XSS Protection
The IAM service provides a layered XSS defense pipeline that runs on every user-supplied string. The pipeline consists of three components that work together: sanitizeInput performs deep multi-pass HTML stripping and entity encoding, makeSanitizedZodString integrates that sanitizer into Zod schemas so validation and sanitization happen in a single step, and validateZodSchema orchestrates the whole flow while automatically banning the client's IP when an XSS payload is detected.
All three utilities are exported from @riavzon/auth for use in your own route handlers. The built-in authentication controllers (signup, login, MFA verification, email update, password reset, OAuth) already use the full pipeline on every field that accepts user input.
Sanitization pipeline
sanitizeInput (exported as the default from htmlSanitizer) is the core sanitization function.

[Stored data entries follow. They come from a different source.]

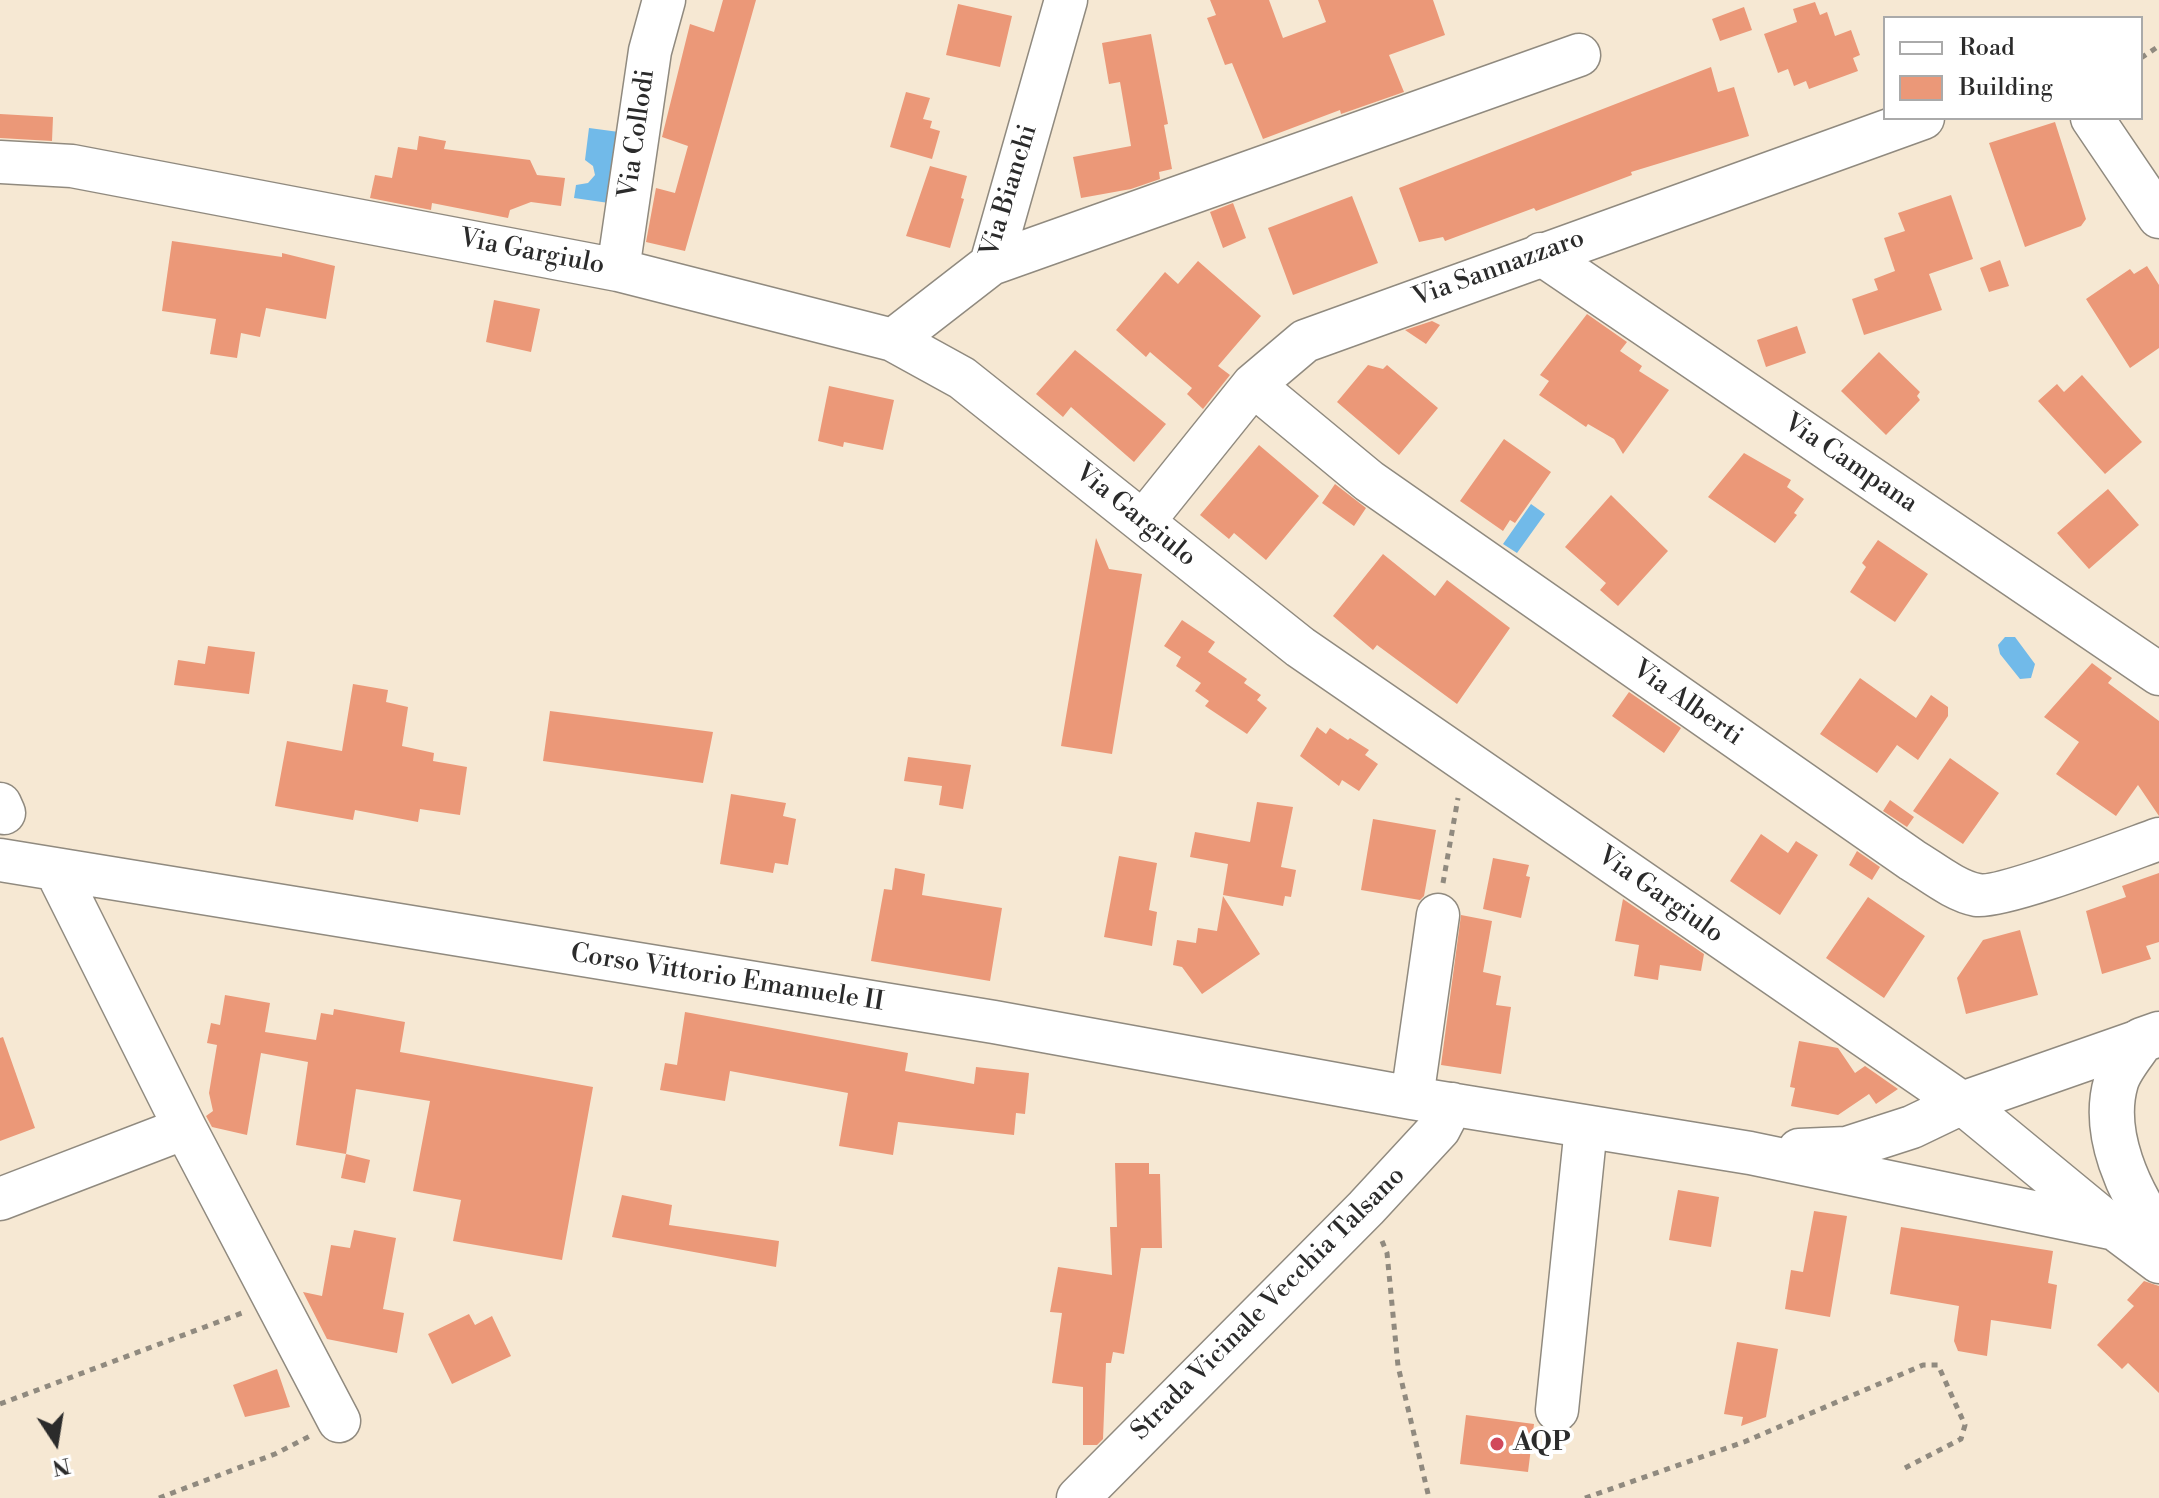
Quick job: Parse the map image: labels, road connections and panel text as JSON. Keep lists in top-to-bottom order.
{
  "streets": {
    "street": [
      "Via Collodi",
      "Via Bianchi",
      "Via Gargiulo",
      "Via Sannazzaro",
      "Via Campana",
      "Via Alberti",
      "Corso Vittorio Emanuele II",
      "Strada Vicinale Vecchia Talsano"
    ]
  },
  "crossings": [
    ["Via Collodi", "Via Gargiulo"],
    ["Via Bianchi", "Via Gargiulo"],
    ["Via Gargiulo", "Via Sannazzaro"],
    ["Via Sannazzaro", "Via Campana"],
    ["Via Sannazzaro", "Via Alberti"],
    ["Corso Vittorio Emanuele II", "Strada Vicinale Vecchia Talsano"]
  ],
  "places": ["AQP"],
  "legend": ["Road", "Building"],
  "north": "bottom"
}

It accepts a raw string and returns a cleaned string along with a detection report indicating whether any HTML was found during processing.
import sanitizeInput from '@riavzon/auth'
const { vall, results } = sanitizeInput(userInput)
if (results.htmlFound) {
// HTML or script injection was detected and stripped
console.log('Detected tags:', results.tags)
}
// vall is the fully sanitized string, safe for storage or rendering
The function performs 8 sequential stages. Each stage builds on the previous one, and an attacker must bypass all of them for a payload to survive.
Length guard
Before any processing, the sanitizer rejects input longer than htmlSanitizer.maxAllowedInputLength (default 50000). Oversized input throws rather than entering the loop. This is the hard cap on CPU cost for a single call.
Unicode normalization
The input is normalized to NFKC, which collapses visually similar characters to their canonical form Zero-width characters, soft hyphens, byte-order marks, and bidirectional override characters are stripped in the same pass. Halfwidth and
fullwidth ASCII characters (U+FF01 through U+FF5E) are transliterated back to standard ASCII. This defeats payloads that hide tags inside fullwidth substitutions such as \uFF1C for <.
Strict URI decode
decodeURIComponent is called once inside a try/catch. If the call throws (malformed percent-encoding like %ZZ), the input is rejected immediately and returned as an empty string with htmlFound: true. Legitimate input does not contain malformed URI sequences, so rejecting early keeps broken data out of the loop.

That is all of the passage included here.